▶ What the task requires: Tally the lines below that include "above" and give only the total.

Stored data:
=== Section Start ===

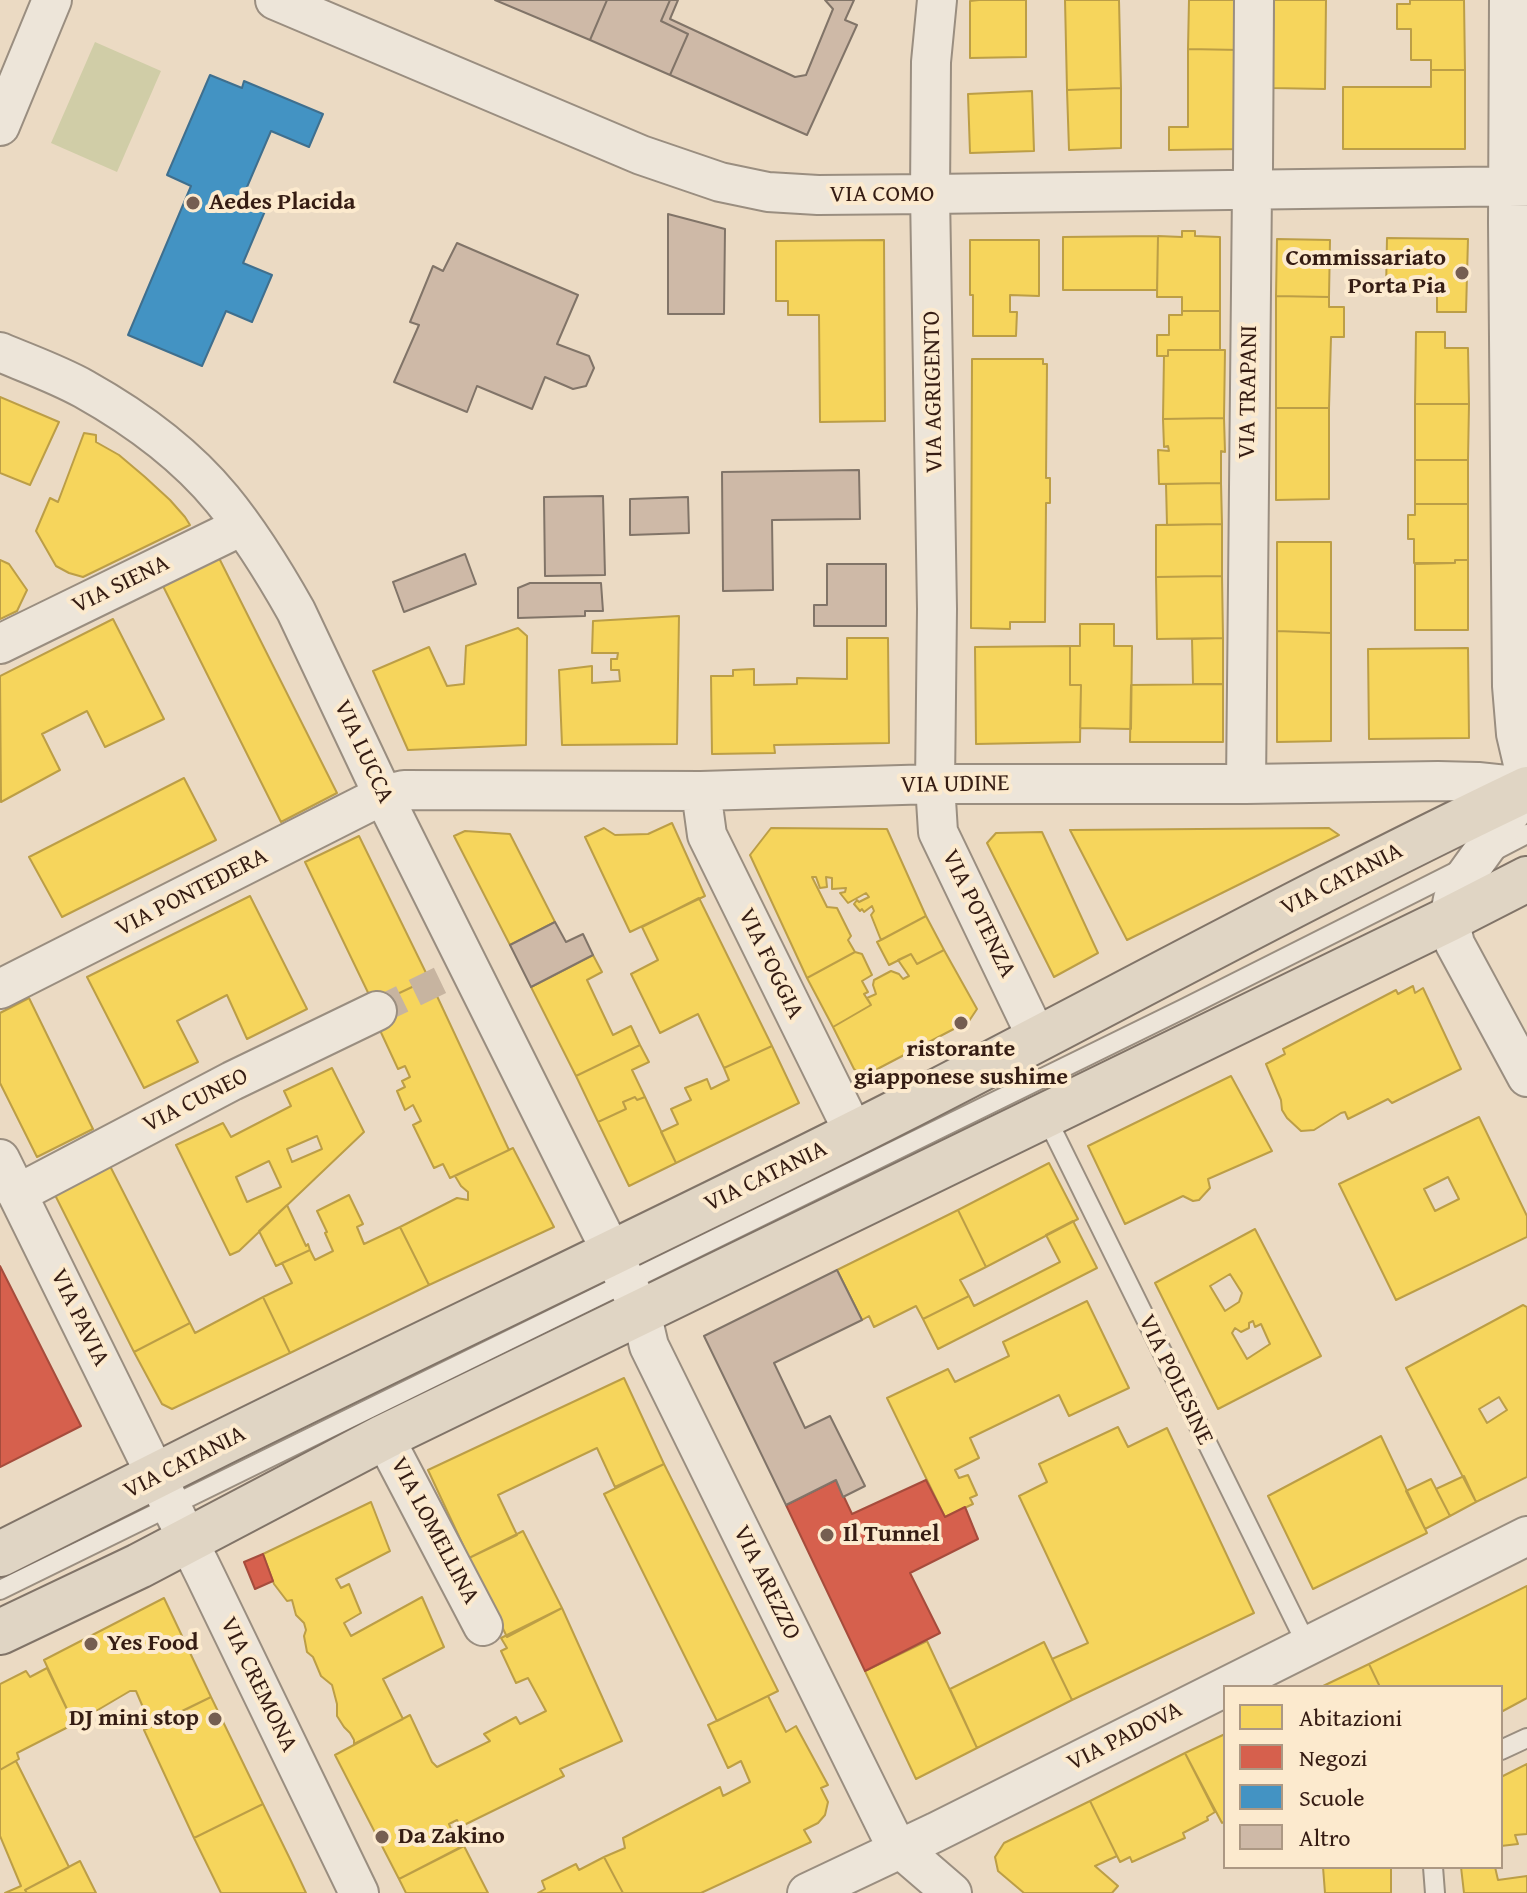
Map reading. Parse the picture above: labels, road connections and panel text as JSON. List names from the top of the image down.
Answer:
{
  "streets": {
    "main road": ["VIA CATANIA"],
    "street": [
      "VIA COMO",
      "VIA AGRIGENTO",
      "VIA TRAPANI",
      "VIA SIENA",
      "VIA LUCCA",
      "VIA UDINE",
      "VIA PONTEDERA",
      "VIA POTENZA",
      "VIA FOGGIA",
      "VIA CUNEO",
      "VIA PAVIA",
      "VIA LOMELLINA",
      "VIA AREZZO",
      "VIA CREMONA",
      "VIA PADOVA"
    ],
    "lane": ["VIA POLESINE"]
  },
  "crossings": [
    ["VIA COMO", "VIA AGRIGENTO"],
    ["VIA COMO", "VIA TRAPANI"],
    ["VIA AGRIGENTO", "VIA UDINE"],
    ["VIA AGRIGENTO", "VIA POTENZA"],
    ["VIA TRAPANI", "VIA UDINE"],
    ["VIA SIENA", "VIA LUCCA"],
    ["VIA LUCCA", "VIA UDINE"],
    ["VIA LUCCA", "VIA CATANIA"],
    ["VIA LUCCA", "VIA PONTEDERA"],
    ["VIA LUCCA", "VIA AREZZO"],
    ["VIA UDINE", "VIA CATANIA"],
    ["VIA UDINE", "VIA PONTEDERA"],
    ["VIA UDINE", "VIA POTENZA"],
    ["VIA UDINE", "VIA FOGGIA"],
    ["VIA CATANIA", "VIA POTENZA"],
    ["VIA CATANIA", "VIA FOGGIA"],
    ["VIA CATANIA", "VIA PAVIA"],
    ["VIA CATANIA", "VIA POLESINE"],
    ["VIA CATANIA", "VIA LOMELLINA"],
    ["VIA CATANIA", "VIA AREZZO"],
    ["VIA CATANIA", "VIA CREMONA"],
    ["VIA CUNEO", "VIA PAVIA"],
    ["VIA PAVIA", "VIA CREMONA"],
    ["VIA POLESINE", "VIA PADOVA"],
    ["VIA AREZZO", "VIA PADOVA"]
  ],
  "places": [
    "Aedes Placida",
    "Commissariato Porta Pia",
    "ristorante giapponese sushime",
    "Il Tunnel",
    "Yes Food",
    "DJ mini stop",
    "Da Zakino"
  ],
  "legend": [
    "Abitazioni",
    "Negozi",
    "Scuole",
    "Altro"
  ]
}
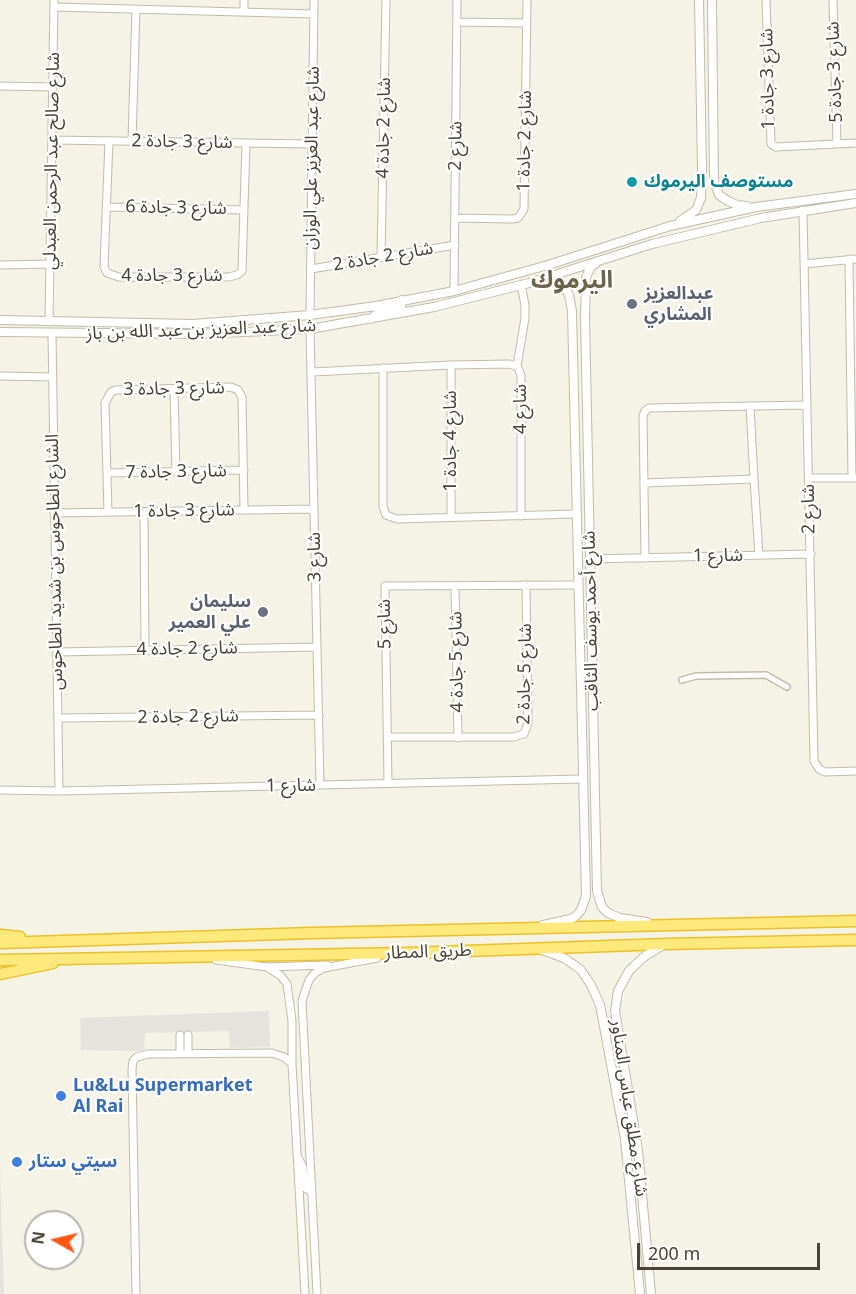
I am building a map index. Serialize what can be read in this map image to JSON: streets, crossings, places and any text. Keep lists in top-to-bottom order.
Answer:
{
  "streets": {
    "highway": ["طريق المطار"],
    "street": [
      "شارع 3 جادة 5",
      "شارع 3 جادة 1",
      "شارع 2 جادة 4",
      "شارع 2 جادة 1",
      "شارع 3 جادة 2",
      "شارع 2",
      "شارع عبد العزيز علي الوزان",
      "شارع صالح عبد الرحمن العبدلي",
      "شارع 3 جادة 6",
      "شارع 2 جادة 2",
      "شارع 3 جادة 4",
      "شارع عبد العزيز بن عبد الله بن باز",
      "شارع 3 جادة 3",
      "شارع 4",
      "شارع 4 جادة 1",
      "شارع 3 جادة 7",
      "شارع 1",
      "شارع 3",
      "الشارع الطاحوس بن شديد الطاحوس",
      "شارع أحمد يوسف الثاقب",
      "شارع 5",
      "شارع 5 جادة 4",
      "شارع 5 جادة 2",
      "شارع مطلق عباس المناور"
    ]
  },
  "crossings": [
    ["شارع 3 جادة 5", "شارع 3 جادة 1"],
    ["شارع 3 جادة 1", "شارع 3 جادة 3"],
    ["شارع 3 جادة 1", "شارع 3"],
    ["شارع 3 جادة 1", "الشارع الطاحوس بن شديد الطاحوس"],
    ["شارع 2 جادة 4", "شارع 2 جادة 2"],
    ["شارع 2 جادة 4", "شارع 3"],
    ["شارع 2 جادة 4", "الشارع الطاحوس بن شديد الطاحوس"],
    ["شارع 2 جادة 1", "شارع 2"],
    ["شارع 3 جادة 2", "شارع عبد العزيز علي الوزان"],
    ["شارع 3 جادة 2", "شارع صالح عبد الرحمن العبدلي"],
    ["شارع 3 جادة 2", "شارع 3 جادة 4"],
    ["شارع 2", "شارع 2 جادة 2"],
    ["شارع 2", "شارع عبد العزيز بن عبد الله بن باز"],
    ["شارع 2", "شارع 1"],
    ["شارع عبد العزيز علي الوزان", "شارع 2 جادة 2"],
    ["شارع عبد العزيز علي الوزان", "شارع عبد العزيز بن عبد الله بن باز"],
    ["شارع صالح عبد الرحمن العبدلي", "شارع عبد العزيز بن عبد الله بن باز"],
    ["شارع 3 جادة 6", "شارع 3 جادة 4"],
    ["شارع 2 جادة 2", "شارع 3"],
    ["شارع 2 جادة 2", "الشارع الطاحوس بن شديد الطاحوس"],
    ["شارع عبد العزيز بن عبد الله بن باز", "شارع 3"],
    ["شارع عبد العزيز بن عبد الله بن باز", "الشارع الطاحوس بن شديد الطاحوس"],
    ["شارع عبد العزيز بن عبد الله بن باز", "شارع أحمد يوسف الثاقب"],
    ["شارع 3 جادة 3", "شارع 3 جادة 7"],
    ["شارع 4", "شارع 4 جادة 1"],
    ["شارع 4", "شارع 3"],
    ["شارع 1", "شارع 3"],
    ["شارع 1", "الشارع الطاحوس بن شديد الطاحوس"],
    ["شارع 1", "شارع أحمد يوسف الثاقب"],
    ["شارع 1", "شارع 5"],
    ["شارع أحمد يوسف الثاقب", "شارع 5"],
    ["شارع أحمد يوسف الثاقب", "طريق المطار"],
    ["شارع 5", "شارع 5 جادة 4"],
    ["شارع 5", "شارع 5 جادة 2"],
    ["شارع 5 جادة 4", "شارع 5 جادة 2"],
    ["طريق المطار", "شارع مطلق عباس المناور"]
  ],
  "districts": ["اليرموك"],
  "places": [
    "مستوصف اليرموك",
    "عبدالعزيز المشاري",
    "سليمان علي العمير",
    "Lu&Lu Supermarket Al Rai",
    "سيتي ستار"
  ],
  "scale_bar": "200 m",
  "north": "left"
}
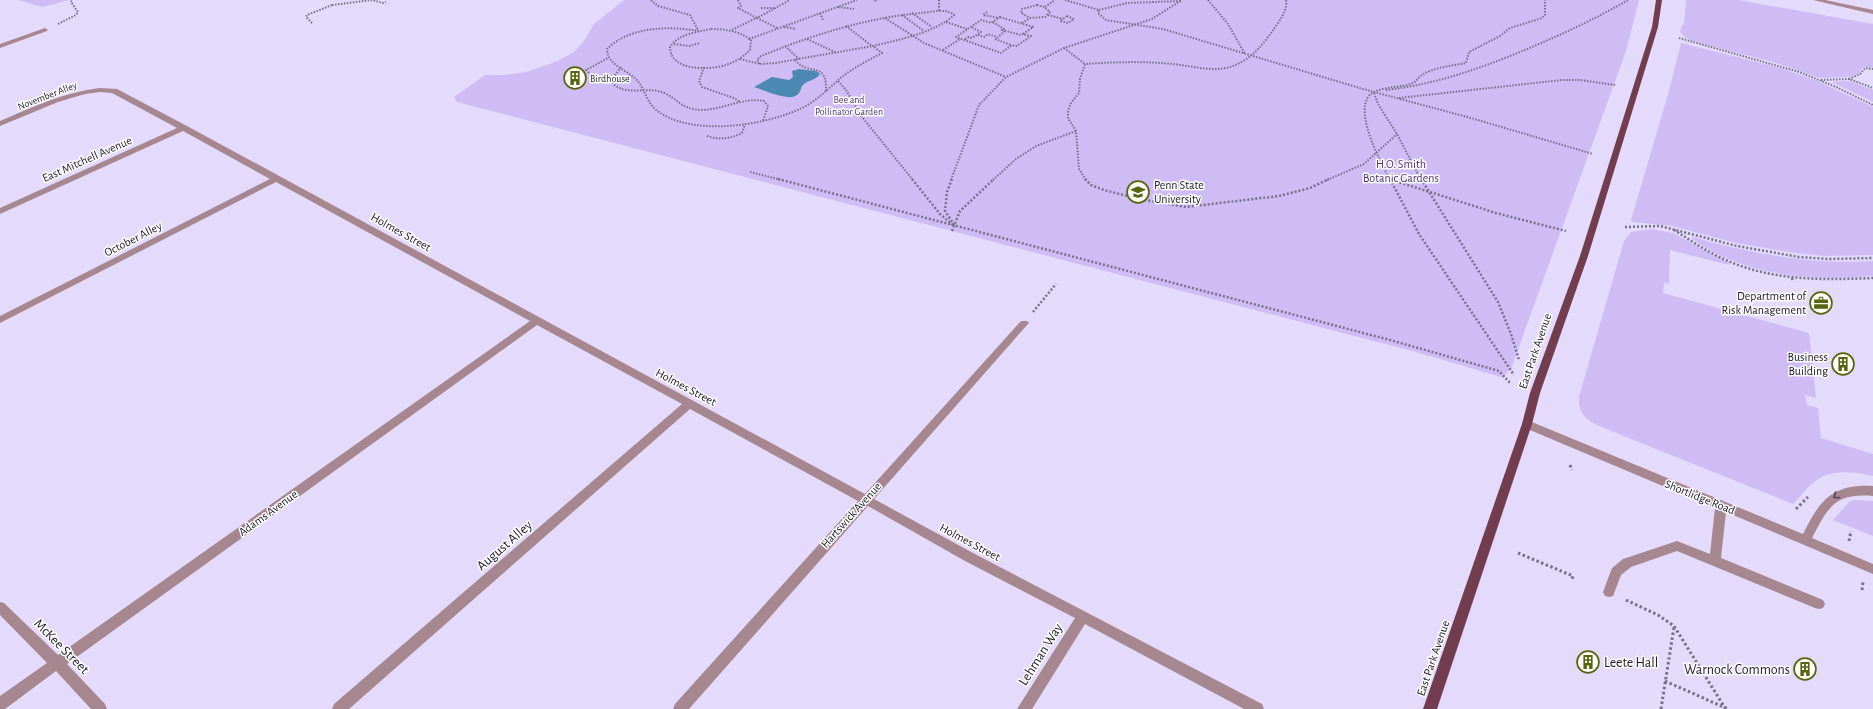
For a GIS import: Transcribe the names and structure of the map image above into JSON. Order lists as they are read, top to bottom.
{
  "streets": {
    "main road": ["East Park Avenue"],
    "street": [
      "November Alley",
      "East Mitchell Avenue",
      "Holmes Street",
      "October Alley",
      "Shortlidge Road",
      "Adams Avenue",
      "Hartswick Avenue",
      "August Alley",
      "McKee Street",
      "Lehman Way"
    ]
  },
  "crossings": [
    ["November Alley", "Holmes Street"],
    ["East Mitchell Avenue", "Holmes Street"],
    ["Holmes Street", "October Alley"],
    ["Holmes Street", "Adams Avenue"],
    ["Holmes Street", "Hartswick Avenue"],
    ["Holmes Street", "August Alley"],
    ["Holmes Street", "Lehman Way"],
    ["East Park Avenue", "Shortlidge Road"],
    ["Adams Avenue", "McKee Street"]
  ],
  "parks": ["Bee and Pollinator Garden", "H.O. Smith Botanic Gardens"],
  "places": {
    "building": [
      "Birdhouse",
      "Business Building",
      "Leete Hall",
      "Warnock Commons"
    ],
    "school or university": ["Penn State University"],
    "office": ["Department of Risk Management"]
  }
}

=== Section End ===

▶ Response area: 2